WHAT YOU WILL DO – Please return every line in the following data that includes the string "tertiary".

⟨

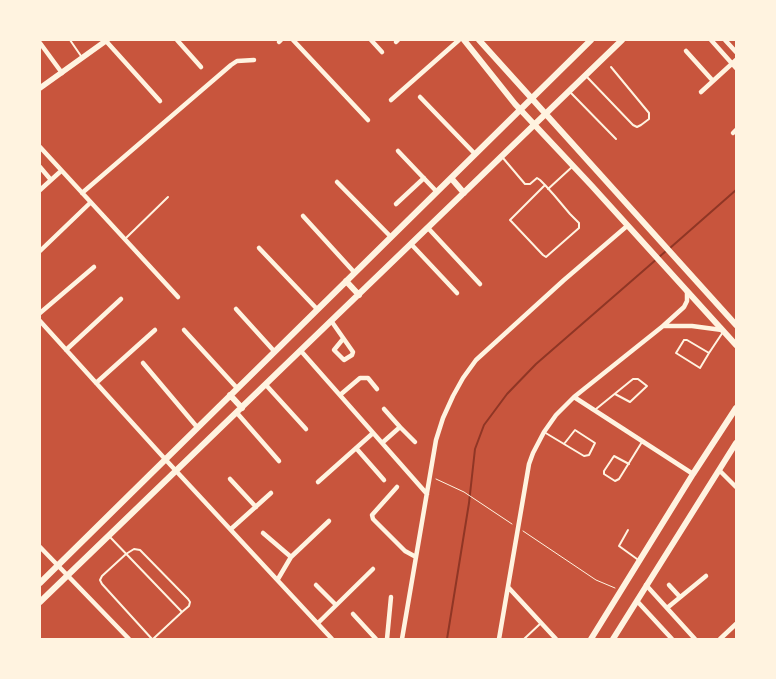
<!DOCTYPE html>
<html>
<head>
<meta charset="utf-8">
<style>
  body { margin:0 }
  #map { position:relative; width:776px; height:679px; overflow:hidden; background:#c8553d; font-family:Raleway,sans-serif }
  canvas { display:block }
  .frame { position:absolute; inset:0; border:41px solid #fff3e0; pointer-events:none }
</style>
</head>
<body>
<div id="map">
<canvas width="776" height="679"></canvas>
<div class="frame"></div>
</div>
<script>
const g = document.querySelector('canvas').getContext('2d');
g.lineJoin = 'round';
const poly = rows => new Path2D(rows.map(r => 'M' + r).join(''));
function trace(path, color, width, dash) { g.strokeStyle = color; g.lineWidth = width; g.lineCap = dash ? 'butt' : 'round'; g.setLineDash(dash || []); g.stroke(path); }
const stream = poly([
  [670,248,736,190],
  [447,639,469,503,475,449,484,425,507,394,536,364,666,251]
]);
const path = poly([
  [436,479,464,492,512,524],
  [523,531,596,580,615,588]
]);
const service = poly([
  [70,40,81,56],
  [587,77,633,125,637,127,641,125,649,119,649,113,611,67],
  [571,93,616,139],
  [503,158,525,184,530,184,537,178,540,180,545,185,554,195,570,214,579,223,579,228,546,257,543,255,510,220,545,185],
  [548,189,572,167],
  [126,238,168,197],
  [684,340,687,340,709,353,700,368,676,353,684,340],
  [709,353,723,332],
  [596,409,633,379,638,379,647,386,630,402,615,394],
  [544,432,584,456,589,455,595,443,575,430,564,444],
  [629,464,614,456,604,471,604,474,615,481,619,479,642,442],
  [628,530,619,546,637,559],
  [109,536,182,612,153,639],
  [152,639,102,584,100,580,102,576,126,554,134,549,140,550,188,599,190,602,189,606,182,612],
  [524,639,541,623]
]);
const minor = poly([
  [177,40,201,67],
  [293,40,368,120],
  [371,40,382,52],
  [711,40,736,68],
  [725,40,736,52],
  [106,41,160,101],
  [279,42,281,40],
  [396,42,398,40],
  [40,43,62,73],
  [686,51,713,81],
  [701,92,736,60],
  [420,97,475,154],
  [391,100,459,40],
  [733,133,736,130],
  [40,147,178,297],
  [398,151,437,192],
  [40,167,51,180],
  [337,182,391,237],
  [40,190,61,171],
  [82,193,231,65,237,61,254,60],
  [396,204,424,178],
  [303,216,354,272],
  [428,228,480,284],
  [411,244,457,293],
  [259,248,317,309],
  [40,251,90,203],
  [236,309,274,351],
  [40,313,94,267],
  [40,321,165,459,332,639],
  [332,322,353,352,352,355,344,360,334,350,343,339],
  [663,326,692,326,722,330],
  [184,330,237,388],
  [66,350,121,299],
  [301,351,427,494],
  [143,363,197,427],
  [96,383,155,330],
  [266,385,306,429],
  [340,395,360,378,368,378,377,389],
  [574,397,693,474],
  [384,409,400,427],
  [237,413,279,461],
  [382,443,400,427,415,442],
  [356,448,384,480],
  [719,470,736,487],
  [230,479,256,507],
  [318,482,373,433],
  [397,487,372,515,373,519,405,551,416,557],
  [231,529,271,493],
  [263,533,291,557],
  [40,547,129,639],
  [278,579,291,557,329,521],
  [316,585,336,605],
  [646,585,695,639],
  [669,585,680,597],
  [508,587,556,639],
  [637,601,672,639],
  [667,608,706,576],
  [353,614,376,639],
  [318,623,373,569],
  [387,639,391,597],
  [402,639,436,440,443,418,453,396,463,378,476,360,564,280,627,226],
  [499,639,529,464,533,453,544,432,556,415,574,397,663,326,684,307,687,301,687,292],
  [720,639,736,624]
]);
const tertiary = poly([
  [40,88,107,40]
]);
const secondary = poly([
  [464,40,515,104,591,185,736,345],
  [479,40,736,325],
  [451,178,464,193],
  [346,281,359,295],
  [230,395,242,408],
  [40,583,591,40],
  [40,602,622,40],
  [591,639,693,474,736,408],
  [613,639,736,443]
]);
trace(stream, '#8f3625', 2);
trace(path, '#fff3e0', 1);
trace(service, '#fff3e0', 2);
trace(minor, '#fff3e0', 4.5);
trace(tertiary, '#fff3e0', 5.5);
trace(secondary, '#fff3e0', 6);
</script>
</body>
</html>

⟩

RESULT –
const tertiary = poly([
trace(tertiary, '#fff3e0', 5.5);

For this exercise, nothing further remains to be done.